*** Listed entries ***

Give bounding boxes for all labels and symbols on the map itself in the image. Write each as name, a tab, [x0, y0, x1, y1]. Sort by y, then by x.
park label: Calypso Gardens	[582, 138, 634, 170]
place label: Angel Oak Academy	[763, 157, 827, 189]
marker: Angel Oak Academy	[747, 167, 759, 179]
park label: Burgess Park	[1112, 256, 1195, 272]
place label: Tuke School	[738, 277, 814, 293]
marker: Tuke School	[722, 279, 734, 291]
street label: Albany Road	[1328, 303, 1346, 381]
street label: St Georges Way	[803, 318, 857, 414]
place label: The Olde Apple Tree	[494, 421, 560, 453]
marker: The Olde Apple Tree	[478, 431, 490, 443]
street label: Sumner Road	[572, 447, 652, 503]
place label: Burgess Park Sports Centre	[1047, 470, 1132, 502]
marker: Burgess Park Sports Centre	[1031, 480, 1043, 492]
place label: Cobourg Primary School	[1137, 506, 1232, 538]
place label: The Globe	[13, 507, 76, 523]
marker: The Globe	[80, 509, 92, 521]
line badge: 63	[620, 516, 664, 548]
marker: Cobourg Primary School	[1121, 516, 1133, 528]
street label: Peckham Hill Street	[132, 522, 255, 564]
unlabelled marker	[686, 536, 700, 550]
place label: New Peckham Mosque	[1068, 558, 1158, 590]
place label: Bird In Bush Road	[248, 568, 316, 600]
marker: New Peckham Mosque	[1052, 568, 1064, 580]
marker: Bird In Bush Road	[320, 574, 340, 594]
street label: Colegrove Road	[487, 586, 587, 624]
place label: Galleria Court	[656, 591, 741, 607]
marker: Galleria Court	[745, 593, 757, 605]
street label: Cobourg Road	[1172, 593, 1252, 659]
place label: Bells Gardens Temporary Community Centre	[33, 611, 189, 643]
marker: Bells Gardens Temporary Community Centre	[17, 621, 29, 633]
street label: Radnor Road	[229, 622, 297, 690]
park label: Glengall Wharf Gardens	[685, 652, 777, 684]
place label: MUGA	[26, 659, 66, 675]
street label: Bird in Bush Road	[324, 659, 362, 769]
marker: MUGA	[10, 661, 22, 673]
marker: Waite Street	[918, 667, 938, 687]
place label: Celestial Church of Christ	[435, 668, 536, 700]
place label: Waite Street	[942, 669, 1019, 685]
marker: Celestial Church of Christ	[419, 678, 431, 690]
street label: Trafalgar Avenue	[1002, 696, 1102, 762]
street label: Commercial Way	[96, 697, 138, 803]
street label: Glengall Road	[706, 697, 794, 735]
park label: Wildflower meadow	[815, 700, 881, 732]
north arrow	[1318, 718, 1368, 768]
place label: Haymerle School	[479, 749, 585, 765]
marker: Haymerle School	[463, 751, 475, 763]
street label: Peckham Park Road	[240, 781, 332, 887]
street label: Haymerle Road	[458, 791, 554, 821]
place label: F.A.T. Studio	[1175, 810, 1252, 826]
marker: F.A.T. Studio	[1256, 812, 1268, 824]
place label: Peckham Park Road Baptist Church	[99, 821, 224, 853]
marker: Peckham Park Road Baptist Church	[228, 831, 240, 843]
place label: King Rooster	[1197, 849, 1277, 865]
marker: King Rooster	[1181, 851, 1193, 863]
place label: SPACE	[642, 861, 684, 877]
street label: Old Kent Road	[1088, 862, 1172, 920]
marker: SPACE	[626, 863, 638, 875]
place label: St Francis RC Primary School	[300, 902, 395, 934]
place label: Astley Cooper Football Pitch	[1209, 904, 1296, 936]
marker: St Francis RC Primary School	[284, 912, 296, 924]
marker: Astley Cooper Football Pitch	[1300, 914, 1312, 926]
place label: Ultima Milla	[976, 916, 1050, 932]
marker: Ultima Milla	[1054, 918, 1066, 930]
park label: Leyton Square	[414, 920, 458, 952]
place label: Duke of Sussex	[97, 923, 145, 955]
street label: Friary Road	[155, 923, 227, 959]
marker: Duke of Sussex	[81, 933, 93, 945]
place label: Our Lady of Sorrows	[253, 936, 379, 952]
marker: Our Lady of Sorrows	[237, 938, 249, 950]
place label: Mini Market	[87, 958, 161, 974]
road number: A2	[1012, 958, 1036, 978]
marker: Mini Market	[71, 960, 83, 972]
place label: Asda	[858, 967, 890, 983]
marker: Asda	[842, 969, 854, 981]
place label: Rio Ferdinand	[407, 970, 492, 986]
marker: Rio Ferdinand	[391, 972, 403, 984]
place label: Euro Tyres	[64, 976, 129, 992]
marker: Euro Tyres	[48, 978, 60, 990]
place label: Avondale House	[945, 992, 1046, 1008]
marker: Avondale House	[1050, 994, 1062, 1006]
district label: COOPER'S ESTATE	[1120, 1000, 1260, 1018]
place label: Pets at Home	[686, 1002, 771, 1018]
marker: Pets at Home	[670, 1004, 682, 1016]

***

Description of the task -
Without dropping a single line, output the records above exactly.

Response box -
Give bounding boxes for all labels and symbols on the map itself in the image. Write each as name, a tab, [x0, y0, x1, y1]. Sort by y, then by x.
park label: Calypso Gardens	[582, 138, 634, 170]
place label: Angel Oak Academy	[763, 157, 827, 189]
marker: Angel Oak Academy	[747, 167, 759, 179]
park label: Burgess Park	[1112, 256, 1195, 272]
place label: Tuke School	[738, 277, 814, 293]
marker: Tuke School	[722, 279, 734, 291]
street label: Albany Road	[1328, 303, 1346, 381]
street label: St Georges Way	[803, 318, 857, 414]
place label: The Olde Apple Tree	[494, 421, 560, 453]
marker: The Olde Apple Tree	[478, 431, 490, 443]
street label: Sumner Road	[572, 447, 652, 503]
place label: Burgess Park Sports Centre	[1047, 470, 1132, 502]
marker: Burgess Park Sports Centre	[1031, 480, 1043, 492]
place label: Cobourg Primary School	[1137, 506, 1232, 538]
place label: The Globe	[13, 507, 76, 523]
marker: The Globe	[80, 509, 92, 521]
line badge: 63	[620, 516, 664, 548]
marker: Cobourg Primary School	[1121, 516, 1133, 528]
street label: Peckham Hill Street	[132, 522, 255, 564]
unlabelled marker	[686, 536, 700, 550]
place label: New Peckham Mosque	[1068, 558, 1158, 590]
place label: Bird In Bush Road	[248, 568, 316, 600]
marker: New Peckham Mosque	[1052, 568, 1064, 580]
marker: Bird In Bush Road	[320, 574, 340, 594]
street label: Colegrove Road	[487, 586, 587, 624]
place label: Galleria Court	[656, 591, 741, 607]
marker: Galleria Court	[745, 593, 757, 605]
street label: Cobourg Road	[1172, 593, 1252, 659]
place label: Bells Gardens Temporary Community Centre	[33, 611, 189, 643]
marker: Bells Gardens Temporary Community Centre	[17, 621, 29, 633]
street label: Radnor Road	[229, 622, 297, 690]
park label: Glengall Wharf Gardens	[685, 652, 777, 684]
place label: MUGA	[26, 659, 66, 675]
street label: Bird in Bush Road	[324, 659, 362, 769]
marker: MUGA	[10, 661, 22, 673]
marker: Waite Street	[918, 667, 938, 687]
place label: Celestial Church of Christ	[435, 668, 536, 700]
place label: Waite Street	[942, 669, 1019, 685]
marker: Celestial Church of Christ	[419, 678, 431, 690]
street label: Trafalgar Avenue	[1002, 696, 1102, 762]
street label: Commercial Way	[96, 697, 138, 803]
street label: Glengall Road	[706, 697, 794, 735]
park label: Wildflower meadow	[815, 700, 881, 732]
north arrow	[1318, 718, 1368, 768]
place label: Haymerle School	[479, 749, 585, 765]
marker: Haymerle School	[463, 751, 475, 763]
street label: Peckham Park Road	[240, 781, 332, 887]
street label: Haymerle Road	[458, 791, 554, 821]
place label: F.A.T. Studio	[1175, 810, 1252, 826]
marker: F.A.T. Studio	[1256, 812, 1268, 824]
place label: Peckham Park Road Baptist Church	[99, 821, 224, 853]
marker: Peckham Park Road Baptist Church	[228, 831, 240, 843]
place label: King Rooster	[1197, 849, 1277, 865]
marker: King Rooster	[1181, 851, 1193, 863]
place label: SPACE	[642, 861, 684, 877]
street label: Old Kent Road	[1088, 862, 1172, 920]
marker: SPACE	[626, 863, 638, 875]
place label: St Francis RC Primary School	[300, 902, 395, 934]
place label: Astley Cooper Football Pitch	[1209, 904, 1296, 936]
marker: St Francis RC Primary School	[284, 912, 296, 924]
marker: Astley Cooper Football Pitch	[1300, 914, 1312, 926]
place label: Ultima Milla	[976, 916, 1050, 932]
marker: Ultima Milla	[1054, 918, 1066, 930]
park label: Leyton Square	[414, 920, 458, 952]
place label: Duke of Sussex	[97, 923, 145, 955]
street label: Friary Road	[155, 923, 227, 959]
marker: Duke of Sussex	[81, 933, 93, 945]
place label: Our Lady of Sorrows	[253, 936, 379, 952]
marker: Our Lady of Sorrows	[237, 938, 249, 950]
place label: Mini Market	[87, 958, 161, 974]
road number: A2	[1012, 958, 1036, 978]
marker: Mini Market	[71, 960, 83, 972]
place label: Asda	[858, 967, 890, 983]
marker: Asda	[842, 969, 854, 981]
place label: Rio Ferdinand	[407, 970, 492, 986]
marker: Rio Ferdinand	[391, 972, 403, 984]
place label: Euro Tyres	[64, 976, 129, 992]
marker: Euro Tyres	[48, 978, 60, 990]
place label: Avondale House	[945, 992, 1046, 1008]
marker: Avondale House	[1050, 994, 1062, 1006]
district label: COOPER'S ESTATE	[1120, 1000, 1260, 1018]
place label: Pets at Home	[686, 1002, 771, 1018]
marker: Pets at Home	[670, 1004, 682, 1016]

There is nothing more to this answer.